Gov. Dannel P. Malloy told a group of municipal leaders Tuesday that he doesn’t intend to raise taxes in the two-year budget he will unveil next February.

As a former mayor, Malloy said he appreciates the difficulties local elected officials face to keep property taxes under control, but he’s said he was unable to make any promises to the state’s largest municipal lobby which has asked him to remain steadfast in his approach to municipal aid.

“I don’t intend to raise taxes,” Malloy said in acknowledging CCM Executive Director Jim Finley’s letter last week asking him to protect and expand municipal aid.

“This is a work in progress. We can’t make any promises, but you are in my thoughts,” Malloy told the hundreds of municipal officials attending their annual meeting at the Connecticut Convention Center.

Malloy’s comment on taxes was followed by disclaimers about the $3.6 billion deficit he was handed when he took office in January 2011 and the sluggish national economic recovery. He also was quick to point out that he maintained and even expanded municipal aid as he was staring down a deficit, which was widely appreciated by the local elected officials in attendance Tuesday.

When Malloy first took office in 2011 his first two-year budget held towns harmless for the loss of federal stimulus funds which helped prop up the state’s share of the Education Cost Sharing grant. The ECS grant is the largest portion of most local budgets. Last year, Malloy added $50 million to the grant and formed a task force to come up with a better way of calculating how much municipalities receive from the state for education funding. The report isn’t due until Nov. 13, but it’s fair to say it will be one of the more closely watched portion’s of the governor’s budget proposal.

Last year, under Malloy’s budget 130 municipalities saw their ECS grants increase, while 39 towns saw theirs remain the same and no municipality saw their funding decrease. Malloy also held them harmless for other types of municipal aid.

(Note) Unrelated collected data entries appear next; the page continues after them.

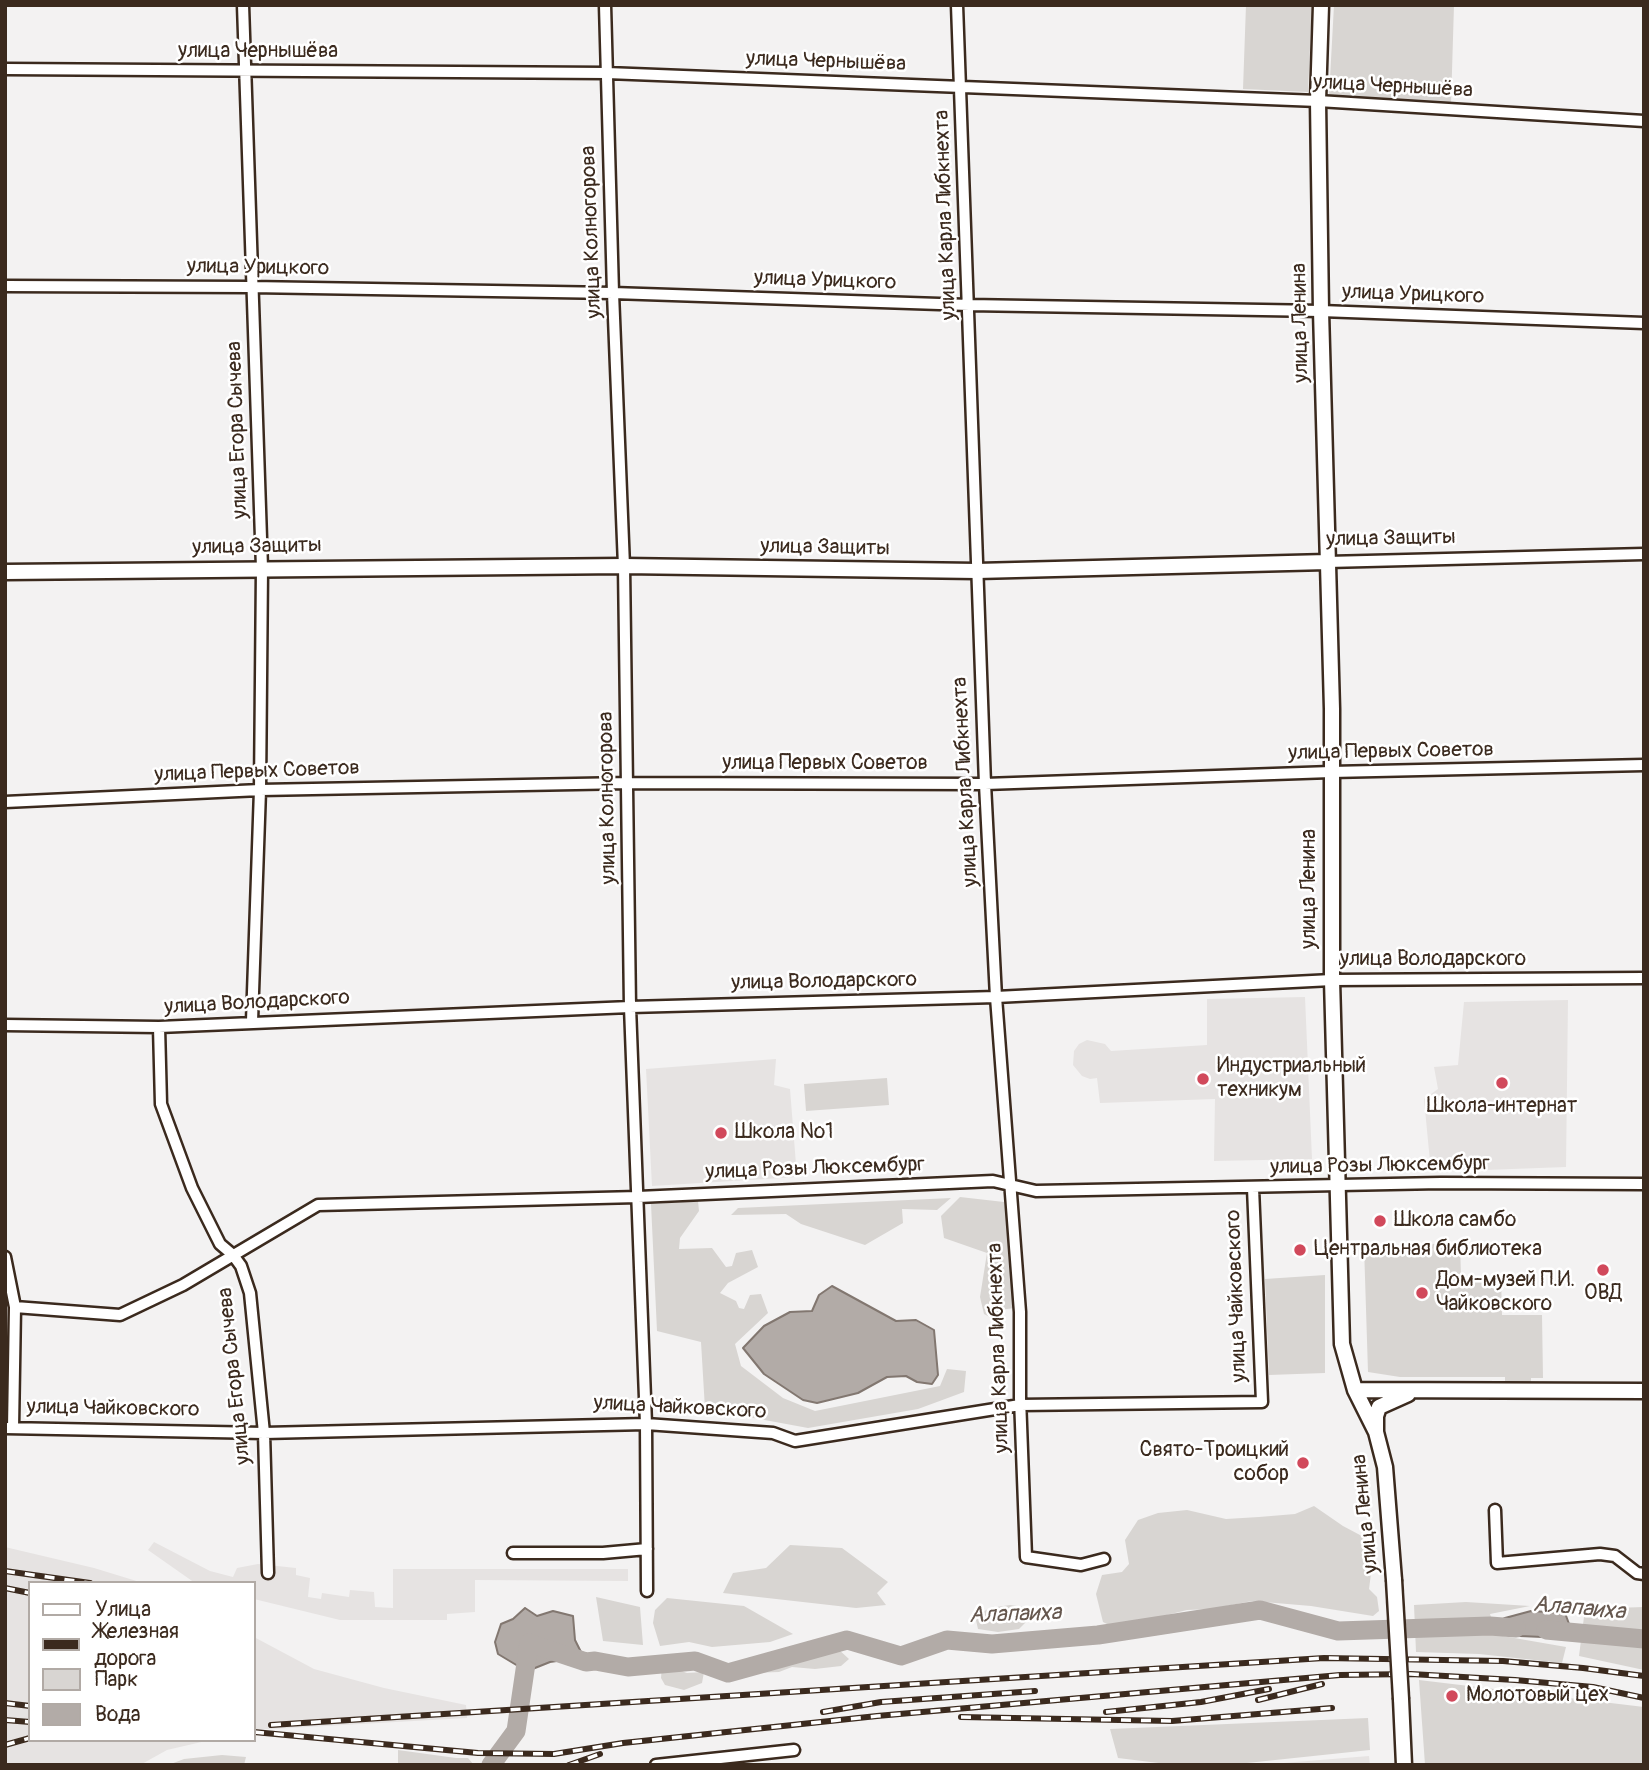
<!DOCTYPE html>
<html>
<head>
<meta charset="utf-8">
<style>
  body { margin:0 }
  #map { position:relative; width:1649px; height:1770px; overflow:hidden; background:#f3f2f2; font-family:Pangolin,sans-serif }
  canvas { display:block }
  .frame { position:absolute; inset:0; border:7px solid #3b2a1e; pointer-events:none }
  .legend { position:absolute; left:28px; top:1581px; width:228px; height:161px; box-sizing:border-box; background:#fff; border:2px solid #b1aaa5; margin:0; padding:9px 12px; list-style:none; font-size:21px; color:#3b2a1e }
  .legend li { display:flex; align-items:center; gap:14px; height:35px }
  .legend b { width:35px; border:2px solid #b1aaa5 }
</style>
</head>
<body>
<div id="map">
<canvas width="1649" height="1770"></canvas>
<div class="frame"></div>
<ul class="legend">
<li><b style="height:9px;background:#fff"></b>Улица</li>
<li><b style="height:9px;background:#3b2a1e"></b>Железная дорога</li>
<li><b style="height:19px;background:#d8d5d2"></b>Парк</li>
<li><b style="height:19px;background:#b2aba7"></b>Вода</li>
</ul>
</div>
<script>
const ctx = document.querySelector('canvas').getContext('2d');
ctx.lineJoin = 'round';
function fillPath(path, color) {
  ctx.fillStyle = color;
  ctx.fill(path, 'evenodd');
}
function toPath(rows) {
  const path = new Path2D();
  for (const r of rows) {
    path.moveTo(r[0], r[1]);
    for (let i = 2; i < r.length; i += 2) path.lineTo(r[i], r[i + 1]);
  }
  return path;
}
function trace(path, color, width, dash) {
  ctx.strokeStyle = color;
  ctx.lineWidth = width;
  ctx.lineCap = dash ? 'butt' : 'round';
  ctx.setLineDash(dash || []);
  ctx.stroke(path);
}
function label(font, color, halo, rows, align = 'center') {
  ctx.font = font + ' Pangolin,sans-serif';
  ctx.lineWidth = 5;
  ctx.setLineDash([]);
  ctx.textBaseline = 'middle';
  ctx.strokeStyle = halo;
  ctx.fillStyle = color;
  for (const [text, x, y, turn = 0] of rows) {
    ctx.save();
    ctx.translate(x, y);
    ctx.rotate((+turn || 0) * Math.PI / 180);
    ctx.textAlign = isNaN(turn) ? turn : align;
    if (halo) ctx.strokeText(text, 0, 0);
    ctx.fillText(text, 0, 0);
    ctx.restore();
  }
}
const built = toPath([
  [1305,997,1312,1159,1214,1161,1215,1099,1100,1103,1097,1078,1090,1079,1082,1076,1073,1065,1074,1051,1079,1044,1087,1040,1105,1044,1111,1051,1207,1045,1207,999],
  [1568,1000,1566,1167,1431,1172,1424,1099,1438,1089,1434,1067,1458,1065,1464,1002],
  [776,1059,774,1085,790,1089,797,1177,652,1186,646,1069],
  [154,1542,210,1571,233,1577,237,1568,258,1564,296,1568,296,1575,310,1578,308,1597,321,1599,322,1593,349,1597,350,1590,374,1592,375,1607,393,1608,393,1569,628,1569,628,1581,475,1580,475,1612,447,1614,447,1620,340,1620,254,1599,254,1583,195,1583,148,1550],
  [5,1547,94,1568,143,1583,30,1583,30,1740,210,1740,167,1750,140,1765,5,1765],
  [254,1637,314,1669,384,1688,466,1705,467,1718,254,1730],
  [1369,1756,1370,1765,1259,1765]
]);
const green = toPath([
  [1246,5,1312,5,1308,92,1243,89],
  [1334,5,1454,5,1451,104,1329,97],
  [887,1078,889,1105,806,1111,804,1084],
  [960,1197,1004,1202,1011,1243,1015,1308,999,1310,995,1320,984,1314,980,1297,987,1253,944,1238,941,1216],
  [951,1198,937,1210,902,1209,903,1223,865,1245,801,1224,786,1214,731,1215,738,1208],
  [698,1201,699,1211,680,1238,679,1249,712,1248,726,1267,732,1266,736,1253,752,1250,758,1267,728,1283,720,1293,736,1301,739,1308,744,1309,750,1295,761,1294,768,1313,735,1344,741,1366,783,1398,815,1411,940,1386,947,1369,966,1371,964,1392,918,1409,808,1428,705,1409,701,1342,657,1331,651,1204],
  [1460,1243,1461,1278,1501,1277,1502,1315,1542,1315,1543,1378,1531,1378,1531,1385,1505,1385,1505,1377,1400,1377,1368,1372,1364,1246],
  [1325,1275,1325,1373,1269,1375,1265,1279],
  [1314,1506,1343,1526,1375,1543,1369,1589,1377,1597,1379,1611,1373,1616,1311,1606,1252,1601,1211,1609,1187,1610,1115,1628,1103,1622,1096,1594,1102,1575,1122,1572,1129,1564,1125,1540,1138,1520,1158,1513,1187,1510,1226,1519,1259,1517,1295,1514],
  [790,1545,842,1548,888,1582,877,1593,886,1605,856,1608,723,1593,733,1573,766,1568],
  [596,1597,640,1607,643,1645,603,1641],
  [667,1598,744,1606,793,1634,770,1642,712,1647,689,1642,660,1646,653,1623,655,1610],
  [1466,1602,1530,1606,1490,1614,1497,1635,1566,1647,1562,1663,1479,1654,1416,1652,1414,1605],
  [1010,1605,1023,1607,1027,1621,1019,1629,998,1632,978,1629,975,1616,990,1608],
  [1644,1607,1644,1670,1579,1656,1585,1609],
  [826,1642,837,1648,849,1659,841,1666,815,1669,792,1667,779,1672,751,1673,752,1659,811,1648],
  [667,1662,674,1664,681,1671,687,1673,704,1672,702,1683,684,1690,665,1685,661,1678,662,1665],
  [1419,1680,1644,1707,1644,1765,1425,1765],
  [1368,1718,1370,1750,1228,1765,1175,1765,1118,1758,1110,1729],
  [398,1750,456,1758,468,1758,474,1765,398,1765],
  [222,1755,246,1757,244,1765,168,1765,184,1759]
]);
const water = toPath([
  [832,1286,896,1321,916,1320,934,1330,938,1375,932,1384,917,1382,906,1376,887,1377,858,1393,817,1403,803,1400,764,1374,743,1348,764,1326,790,1312,812,1311,819,1295,832,1286],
  [525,1608,537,1616,553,1611,573,1616,575,1640,586,1662,577,1658,550,1662,530,1670,518,1666,498,1654,495,1642,501,1624,513,1619,525,1608],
  [1531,1611,1565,1613,1572,1632,1565,1638,1520,1636,1490,1626,1505,1618,1531,1611]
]);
const river = toPath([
  [1546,1630,1644,1639],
  [491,1765,516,1731,529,1643,586,1662,595,1661,628,1667,695,1661,728,1673,847,1640,901,1656,947,1640,992,1644,1098,1635,1260,1610,1338,1631,1490,1626,1516,1628]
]);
const street = toPath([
  [243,5,262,568,260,790,252,1021],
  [605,5,613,293,624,566,630,1007,646,1424,647,1591],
  [957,5,985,784,996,997,1020,1312,1020,1398,1026,1557,1081,1565,1104,1559],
  [5,69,607,73,1318,101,1644,121],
  [5,286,251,287,613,293,969,305,1321,311,1644,323],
  [1327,562,1644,554],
  [5,802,260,790,628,783,985,784,1331,772,1644,765],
  [5,1025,159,1027,630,1007,996,997,1332,980,1644,978],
  [159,1027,161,1104,192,1188,220,1244,233,1255,241,1266,250,1293,264,1433,268,1573],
  [5,1257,15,1307,13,1428],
  [15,1307,120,1315,183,1285,318,1205,638,1197,993,1181,1036,1191,1441,1183,1644,1184],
  [5,1428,264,1433,646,1424,773,1433,795,1441,1020,1405,1262,1402,1253,1188],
  [1495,1510,1497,1563,1600,1554,1615,1556,1637,1573,1644,1574],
  [513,1553,603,1553,647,1549],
  [656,1765,794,1750]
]);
const secondary = toPath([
  [1321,5,1318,101,1321,311,1332,709,1332,980,1342,1344,1355,1390,1376,1432,1385,1467,1394,1580],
  [5,572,624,566,977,571,1327,562],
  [1355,1390,1644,1391],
  [1376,1431,1376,1416,1379,1407,1408,1394],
  [1401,1699,1404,1765]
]);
const rail = toPath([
  [5,1571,90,1583],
  [5,1588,30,1593],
  [1258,1700,1322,1684],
  [5,1703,30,1706],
  [823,1712,881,1702,1035,1691],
  [1106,1712,1201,1702,1269,1689],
  [961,1717,1172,1721,1332,1708],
  [5,1720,30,1722],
  [271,1725,1324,1658,1503,1661,1583,1668,1644,1676],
  [254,1732,478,1753,554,1754,623,1743,877,1716,1340,1675,1411,1674,1515,1680,1593,1687,1644,1698],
  [5,1745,30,1738],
  [569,1765,600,1754]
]);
const secondaryBridge = toPath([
  [1394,1580,1401,1699]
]);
const markers = [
  [1203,1079,7,"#d1495b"],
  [1502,1083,7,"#d1495b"],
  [721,1133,7,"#d1495b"],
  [1380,1221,7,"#d1495b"],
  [1300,1250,7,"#d1495b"],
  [1603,1270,7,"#d1495b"],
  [1422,1293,7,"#d1495b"],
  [1303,1463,7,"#d1495b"],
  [1452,1696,7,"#d1495b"]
];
const streetNames = [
  ["улица Чернышёва",258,52],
  ["улица Чернышёва",826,62,2],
  ["улица Чернышёва",1393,87,3],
  ["улица Карла Либкнехта",946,215,-92],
  ["улица Колногорова",592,232,-92],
  ["улица Урицкого",258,268,1],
  ["улица Урицкого",825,281,2],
  ["улица Урицкого",1413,295,2],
  ["улица Ленина",1301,323,-91],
  ["улица Егора Сычева",238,430,-92],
  ["улица Защиты",1391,539,-1],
  ["улица Защиты",257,547,-1],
  ["улица Защиты",825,548,1],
  ["улица Первых Советов",1391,752,-1],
  ["улица Первых Советов",825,764],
  ["улица Первых Советов",257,772,-2],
  ["улица Карла Либкнехта",966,782,-93],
  ["улица Колногорова",608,798,-91],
  ["улица Ленина",1310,889,-90],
  ["улица Володарского",1433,960],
  ["улица Володарского",824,982,-1],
  ["улица Володарского",257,1003,-3],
  ["улица Розы Люксембург",1380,1166,-1],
  ["улица Розы Люксембург",815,1169,-2],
  ["улица Чайковского",1237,1296,-92],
  ["улица Карла Либкнехта",999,1348,-92],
  ["улица Егора Сычева",235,1376,-96],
  ["улица Чайковского",680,1408,3],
  ["улица Чайковского",113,1409,1],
  ["улица Ленина",1366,1514,-96]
];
const poiNames = [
  ["Индустриальный",1217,1067],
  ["техникум",1217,1091],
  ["Школа-интернат",1502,1107,"center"],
  ["Школа №1",735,1133],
  ["Школа самбо",1394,1221],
  ["Центральная библиотека",1314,1250],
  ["Дом-музей П.И.",1436,1281],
  ["Чайковского",1436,1305],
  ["ОВД",1603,1294,"center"],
  ["Свято-Троицкий",1289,1451,"right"],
  ["собор",1289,1475,"right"],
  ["Молотовый цех",1466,1696]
];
const waterNames = [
  ["Алапаиха",1579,1609,5],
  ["Алапаиха",1015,1615,-2]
];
fillPath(built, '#e6e3e2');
fillPath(green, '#d8d5d2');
fillPath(water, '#b2aba7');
trace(water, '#827770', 2);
trace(river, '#b2aba7', 19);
trace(street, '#3b2a1e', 15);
trace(secondary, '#3b2a1e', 19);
trace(street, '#fff', 10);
trace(secondary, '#fff', 14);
trace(rail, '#3b2a1e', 6);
trace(rail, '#fff', 3.5, [10]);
trace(secondaryBridge, '#3b2a1e', 19, []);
trace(secondaryBridge, '#fff', 14);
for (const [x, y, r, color] of markers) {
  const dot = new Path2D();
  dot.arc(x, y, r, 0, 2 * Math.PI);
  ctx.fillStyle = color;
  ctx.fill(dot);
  trace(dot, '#fff', 2.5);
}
label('21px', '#3b2a1e', '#fff', streetNames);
label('21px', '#3b2a1e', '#fff', poiNames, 'left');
label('italic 23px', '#65574e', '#fff', waterNames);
</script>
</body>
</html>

Hartford Mayor Pedro Segarra said his biggest challenges at the local level have been trying to control health care and pension costs, so even when he tries not to increase the budget those expenses continue to go up. He said increased municipal aid would be appreciated especially since 52 percent of the city’s Grand List is exempt from taxation. However, he would settle for eliminating some of the unfunded mandates.

Level funding “just puts more pressure on us to manage in a fiscally accountable way,” Segarra said. “Our lifelines are pretty much gone at this point . . . We’re hoping that we don’t get any reductions, but for us to work on level funding is still a challenge.”

Canton First Selectman Richard Barlow said he’s optimistic Malloy will be able to maintain level funding. It’s what his town is assuming as it prepares its budget for next year.

“We look forward to continued support from the governor and the legislature,” Barlow said.

However, it’s possible that even if Malloy put Connecticut back on the right financial footing with the second largest tax increase in history, $1.6 billion in state employee concessions, and spending reductions, the state could be in trouble.

On Monday, Malloy’s budget director reported that the fiscal year 2013 budget is running about $60.1 million in the red. It’s a budget contingent on policies at the national level, including Medicaid.

“I don’t know what’s going to happen in the national election, so I don’t know what’s going to happen to Medicaid,” Malloy said.

If Republican Gov. Mitt Romney gets elected it’s possible the state will receive fewer Medicaid reimbursement dollars than what has been promised. Currently, the federal government offers a match in funding for the state’s low-income adults and children on the program.

“If Romney wins and they slash Medicaid reimbursement by 20 percent, then we’re going to have some hard choices to make,” Malloy said.

The economy is showing some positive signs, but “it’s just really too early to tell,” Malloy said.

Malloy said he will begin making decisions about the two-year budget after the November election, which is the normal schedule.